• _How to complete this task_: Some of the lines below need repeating. Reproduce exactly those between the lines holding "M2163,0L2161,6L2165,28L2225,118L2238,129" and "M2195,230L2207,239L2220,269L2245,306L2250,321L2248,338", inclusive.

• _Entries taken from a collection_:
+ + + + + + +
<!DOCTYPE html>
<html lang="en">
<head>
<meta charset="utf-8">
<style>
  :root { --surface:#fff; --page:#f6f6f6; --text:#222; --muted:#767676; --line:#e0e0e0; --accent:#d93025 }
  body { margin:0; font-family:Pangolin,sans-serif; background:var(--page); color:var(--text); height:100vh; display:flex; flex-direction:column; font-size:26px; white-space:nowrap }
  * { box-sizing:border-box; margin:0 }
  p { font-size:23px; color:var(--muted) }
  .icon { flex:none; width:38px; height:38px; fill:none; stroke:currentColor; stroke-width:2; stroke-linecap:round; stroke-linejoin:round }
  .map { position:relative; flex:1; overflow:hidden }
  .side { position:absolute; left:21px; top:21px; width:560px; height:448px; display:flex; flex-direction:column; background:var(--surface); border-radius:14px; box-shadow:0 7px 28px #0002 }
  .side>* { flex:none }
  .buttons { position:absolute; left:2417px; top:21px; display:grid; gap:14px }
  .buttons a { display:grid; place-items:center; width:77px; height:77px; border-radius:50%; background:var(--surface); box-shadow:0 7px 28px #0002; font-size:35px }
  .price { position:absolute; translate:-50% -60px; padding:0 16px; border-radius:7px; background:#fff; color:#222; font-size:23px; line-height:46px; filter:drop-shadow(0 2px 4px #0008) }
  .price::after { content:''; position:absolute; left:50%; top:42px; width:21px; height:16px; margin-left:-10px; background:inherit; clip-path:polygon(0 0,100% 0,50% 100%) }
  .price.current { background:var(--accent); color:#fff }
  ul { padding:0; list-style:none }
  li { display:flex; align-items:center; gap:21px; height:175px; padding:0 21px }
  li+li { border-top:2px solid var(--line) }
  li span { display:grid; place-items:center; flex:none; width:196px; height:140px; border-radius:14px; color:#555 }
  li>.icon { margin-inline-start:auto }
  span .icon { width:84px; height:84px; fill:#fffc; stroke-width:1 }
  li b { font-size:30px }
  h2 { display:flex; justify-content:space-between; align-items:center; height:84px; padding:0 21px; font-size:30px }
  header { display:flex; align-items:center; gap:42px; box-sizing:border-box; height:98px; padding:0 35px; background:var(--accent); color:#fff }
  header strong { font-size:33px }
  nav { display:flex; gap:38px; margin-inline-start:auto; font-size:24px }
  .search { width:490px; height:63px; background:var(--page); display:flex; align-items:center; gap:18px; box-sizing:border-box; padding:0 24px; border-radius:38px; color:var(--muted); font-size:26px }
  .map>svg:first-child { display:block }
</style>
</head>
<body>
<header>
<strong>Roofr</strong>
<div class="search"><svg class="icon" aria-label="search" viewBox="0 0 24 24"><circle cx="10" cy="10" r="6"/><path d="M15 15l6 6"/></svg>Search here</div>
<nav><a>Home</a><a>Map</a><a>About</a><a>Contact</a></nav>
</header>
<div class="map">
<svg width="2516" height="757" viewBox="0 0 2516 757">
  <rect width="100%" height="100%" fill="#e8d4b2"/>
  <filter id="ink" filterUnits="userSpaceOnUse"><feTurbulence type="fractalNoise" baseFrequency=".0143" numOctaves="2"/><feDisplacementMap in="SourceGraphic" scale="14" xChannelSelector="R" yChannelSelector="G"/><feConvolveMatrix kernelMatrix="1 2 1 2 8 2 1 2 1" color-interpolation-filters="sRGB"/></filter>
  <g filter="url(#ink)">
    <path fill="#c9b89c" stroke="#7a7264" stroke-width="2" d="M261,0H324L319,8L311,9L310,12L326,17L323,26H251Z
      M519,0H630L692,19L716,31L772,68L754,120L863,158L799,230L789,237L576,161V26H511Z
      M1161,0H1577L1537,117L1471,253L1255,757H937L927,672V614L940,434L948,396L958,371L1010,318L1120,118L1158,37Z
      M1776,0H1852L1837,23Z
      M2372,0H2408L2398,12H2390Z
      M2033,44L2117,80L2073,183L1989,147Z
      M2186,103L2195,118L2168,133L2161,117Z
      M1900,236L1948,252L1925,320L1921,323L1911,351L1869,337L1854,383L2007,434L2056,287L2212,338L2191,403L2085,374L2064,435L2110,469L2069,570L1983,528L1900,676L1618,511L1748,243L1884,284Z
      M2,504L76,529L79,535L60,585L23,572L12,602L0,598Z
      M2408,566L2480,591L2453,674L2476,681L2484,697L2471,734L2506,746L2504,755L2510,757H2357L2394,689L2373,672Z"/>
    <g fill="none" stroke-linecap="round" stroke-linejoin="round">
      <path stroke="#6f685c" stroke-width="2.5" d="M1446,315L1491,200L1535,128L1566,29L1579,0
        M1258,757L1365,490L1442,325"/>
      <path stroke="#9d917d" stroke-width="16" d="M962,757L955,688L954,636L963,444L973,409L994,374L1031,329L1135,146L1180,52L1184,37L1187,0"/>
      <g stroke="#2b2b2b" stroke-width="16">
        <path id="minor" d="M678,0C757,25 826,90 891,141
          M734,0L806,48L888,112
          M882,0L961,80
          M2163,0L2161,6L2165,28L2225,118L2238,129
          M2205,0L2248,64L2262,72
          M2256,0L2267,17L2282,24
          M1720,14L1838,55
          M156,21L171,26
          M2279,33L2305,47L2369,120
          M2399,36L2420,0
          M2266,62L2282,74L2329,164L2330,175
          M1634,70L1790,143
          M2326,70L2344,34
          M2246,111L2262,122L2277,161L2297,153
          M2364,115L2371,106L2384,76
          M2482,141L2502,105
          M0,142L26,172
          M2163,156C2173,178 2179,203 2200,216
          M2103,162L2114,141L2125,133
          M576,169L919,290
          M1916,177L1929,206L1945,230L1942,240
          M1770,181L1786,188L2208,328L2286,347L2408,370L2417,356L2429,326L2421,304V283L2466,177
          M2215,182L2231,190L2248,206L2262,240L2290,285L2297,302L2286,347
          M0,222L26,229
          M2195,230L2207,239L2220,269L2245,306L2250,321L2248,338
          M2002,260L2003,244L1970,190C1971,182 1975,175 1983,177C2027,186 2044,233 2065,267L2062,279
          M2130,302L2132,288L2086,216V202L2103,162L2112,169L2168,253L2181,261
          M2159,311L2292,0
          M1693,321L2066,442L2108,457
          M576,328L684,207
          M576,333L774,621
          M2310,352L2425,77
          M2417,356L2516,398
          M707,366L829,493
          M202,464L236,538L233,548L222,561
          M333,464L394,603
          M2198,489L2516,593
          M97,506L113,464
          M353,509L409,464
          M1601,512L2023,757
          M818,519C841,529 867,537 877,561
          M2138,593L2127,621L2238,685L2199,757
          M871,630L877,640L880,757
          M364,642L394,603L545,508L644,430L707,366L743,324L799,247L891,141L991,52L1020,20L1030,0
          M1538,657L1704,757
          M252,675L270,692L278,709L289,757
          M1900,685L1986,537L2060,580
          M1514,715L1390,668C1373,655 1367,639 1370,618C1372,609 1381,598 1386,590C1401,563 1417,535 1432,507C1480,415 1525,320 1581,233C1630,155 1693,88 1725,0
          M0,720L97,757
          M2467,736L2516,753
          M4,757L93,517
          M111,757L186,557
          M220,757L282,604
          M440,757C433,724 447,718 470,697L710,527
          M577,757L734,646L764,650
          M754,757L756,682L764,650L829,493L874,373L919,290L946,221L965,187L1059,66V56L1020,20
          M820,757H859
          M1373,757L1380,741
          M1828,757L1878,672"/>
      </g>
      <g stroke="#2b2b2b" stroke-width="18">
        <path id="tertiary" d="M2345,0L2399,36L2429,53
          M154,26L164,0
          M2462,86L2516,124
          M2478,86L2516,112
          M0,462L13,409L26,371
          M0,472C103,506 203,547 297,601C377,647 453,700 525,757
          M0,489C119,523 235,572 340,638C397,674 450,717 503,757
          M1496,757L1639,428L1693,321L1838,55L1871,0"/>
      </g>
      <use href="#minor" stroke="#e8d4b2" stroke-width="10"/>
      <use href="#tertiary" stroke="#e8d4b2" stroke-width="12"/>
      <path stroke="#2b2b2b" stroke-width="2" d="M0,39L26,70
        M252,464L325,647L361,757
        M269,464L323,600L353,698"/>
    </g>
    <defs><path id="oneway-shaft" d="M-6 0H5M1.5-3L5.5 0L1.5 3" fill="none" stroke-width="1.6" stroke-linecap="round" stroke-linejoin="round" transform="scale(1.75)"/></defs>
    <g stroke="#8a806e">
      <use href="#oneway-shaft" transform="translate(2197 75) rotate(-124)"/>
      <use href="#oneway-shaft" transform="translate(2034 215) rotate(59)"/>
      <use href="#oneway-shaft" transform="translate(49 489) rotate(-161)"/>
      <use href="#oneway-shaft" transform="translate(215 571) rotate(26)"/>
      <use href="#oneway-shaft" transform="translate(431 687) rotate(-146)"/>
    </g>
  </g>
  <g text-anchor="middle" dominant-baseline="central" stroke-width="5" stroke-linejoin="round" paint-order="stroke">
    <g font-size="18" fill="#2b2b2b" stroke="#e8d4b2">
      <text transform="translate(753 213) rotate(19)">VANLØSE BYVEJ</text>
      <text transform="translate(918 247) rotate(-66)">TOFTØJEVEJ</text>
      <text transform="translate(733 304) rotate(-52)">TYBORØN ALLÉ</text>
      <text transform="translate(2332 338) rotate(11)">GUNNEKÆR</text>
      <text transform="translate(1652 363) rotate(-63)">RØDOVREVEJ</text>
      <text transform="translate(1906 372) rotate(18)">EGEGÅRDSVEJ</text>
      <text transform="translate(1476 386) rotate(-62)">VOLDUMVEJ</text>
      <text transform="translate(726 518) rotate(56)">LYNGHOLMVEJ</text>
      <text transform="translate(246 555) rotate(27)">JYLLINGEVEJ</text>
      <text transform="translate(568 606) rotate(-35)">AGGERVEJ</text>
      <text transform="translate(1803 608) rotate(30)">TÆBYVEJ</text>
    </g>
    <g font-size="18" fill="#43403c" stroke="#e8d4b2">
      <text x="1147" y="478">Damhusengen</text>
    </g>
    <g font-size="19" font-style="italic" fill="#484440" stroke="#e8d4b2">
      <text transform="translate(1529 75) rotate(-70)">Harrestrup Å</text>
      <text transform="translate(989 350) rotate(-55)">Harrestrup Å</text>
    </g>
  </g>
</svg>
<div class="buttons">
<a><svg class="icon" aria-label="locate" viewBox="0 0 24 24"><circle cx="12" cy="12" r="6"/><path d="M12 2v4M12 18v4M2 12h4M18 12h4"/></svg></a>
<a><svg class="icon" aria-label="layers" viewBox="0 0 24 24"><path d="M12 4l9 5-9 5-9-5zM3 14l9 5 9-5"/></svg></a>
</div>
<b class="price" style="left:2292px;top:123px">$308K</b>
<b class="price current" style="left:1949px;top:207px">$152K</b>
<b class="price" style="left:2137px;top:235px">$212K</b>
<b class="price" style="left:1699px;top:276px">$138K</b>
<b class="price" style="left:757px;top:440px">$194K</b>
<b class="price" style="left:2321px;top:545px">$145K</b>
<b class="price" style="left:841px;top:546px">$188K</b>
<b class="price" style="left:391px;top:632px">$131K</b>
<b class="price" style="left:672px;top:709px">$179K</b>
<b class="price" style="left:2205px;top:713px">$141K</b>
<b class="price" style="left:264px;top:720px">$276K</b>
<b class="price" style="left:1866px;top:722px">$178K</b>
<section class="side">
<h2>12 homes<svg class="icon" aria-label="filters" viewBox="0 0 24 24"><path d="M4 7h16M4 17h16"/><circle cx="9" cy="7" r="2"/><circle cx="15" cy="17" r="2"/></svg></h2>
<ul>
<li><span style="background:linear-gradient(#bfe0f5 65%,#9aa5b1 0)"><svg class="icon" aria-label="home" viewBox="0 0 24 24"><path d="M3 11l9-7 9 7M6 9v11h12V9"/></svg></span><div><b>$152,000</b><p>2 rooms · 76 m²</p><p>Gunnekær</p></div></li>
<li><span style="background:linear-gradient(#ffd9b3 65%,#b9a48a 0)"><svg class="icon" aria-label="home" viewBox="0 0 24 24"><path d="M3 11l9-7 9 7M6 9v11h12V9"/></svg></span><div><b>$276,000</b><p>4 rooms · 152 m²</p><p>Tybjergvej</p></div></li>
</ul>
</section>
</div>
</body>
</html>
+ + + + + + +
• _Output for this exercise_:
          M2163,0L2161,6L2165,28L2225,118L2238,129
          M2205,0L2248,64L2262,72
          M2256,0L2267,17L2282,24
          M1720,14L1838,55
          M156,21L171,26
          M2279,33L2305,47L2369,120
          M2399,36L2420,0
          M2266,62L2282,74L2329,164L2330,175
          M1634,70L1790,143
          M2326,70L2344,34
          M2246,111L2262,122L2277,161L2297,153
          M2364,115L2371,106L2384,76
          M2482,141L2502,105
          M0,142L26,172
          M2163,156C2173,178 2179,203 2200,216
          M2103,162L2114,141L2125,133
          M576,169L919,290
          M1916,177L1929,206L1945,230L1942,240
          M1770,181L1786,188L2208,328L2286,347L2408,370L2417,356L2429,326L2421,304V283L2466,177
          M2215,182L2231,190L2248,206L2262,240L2290,285L2297,302L2286,347
          M0,222L26,229
          M2195,230L2207,239L2220,269L2245,306L2250,321L2248,338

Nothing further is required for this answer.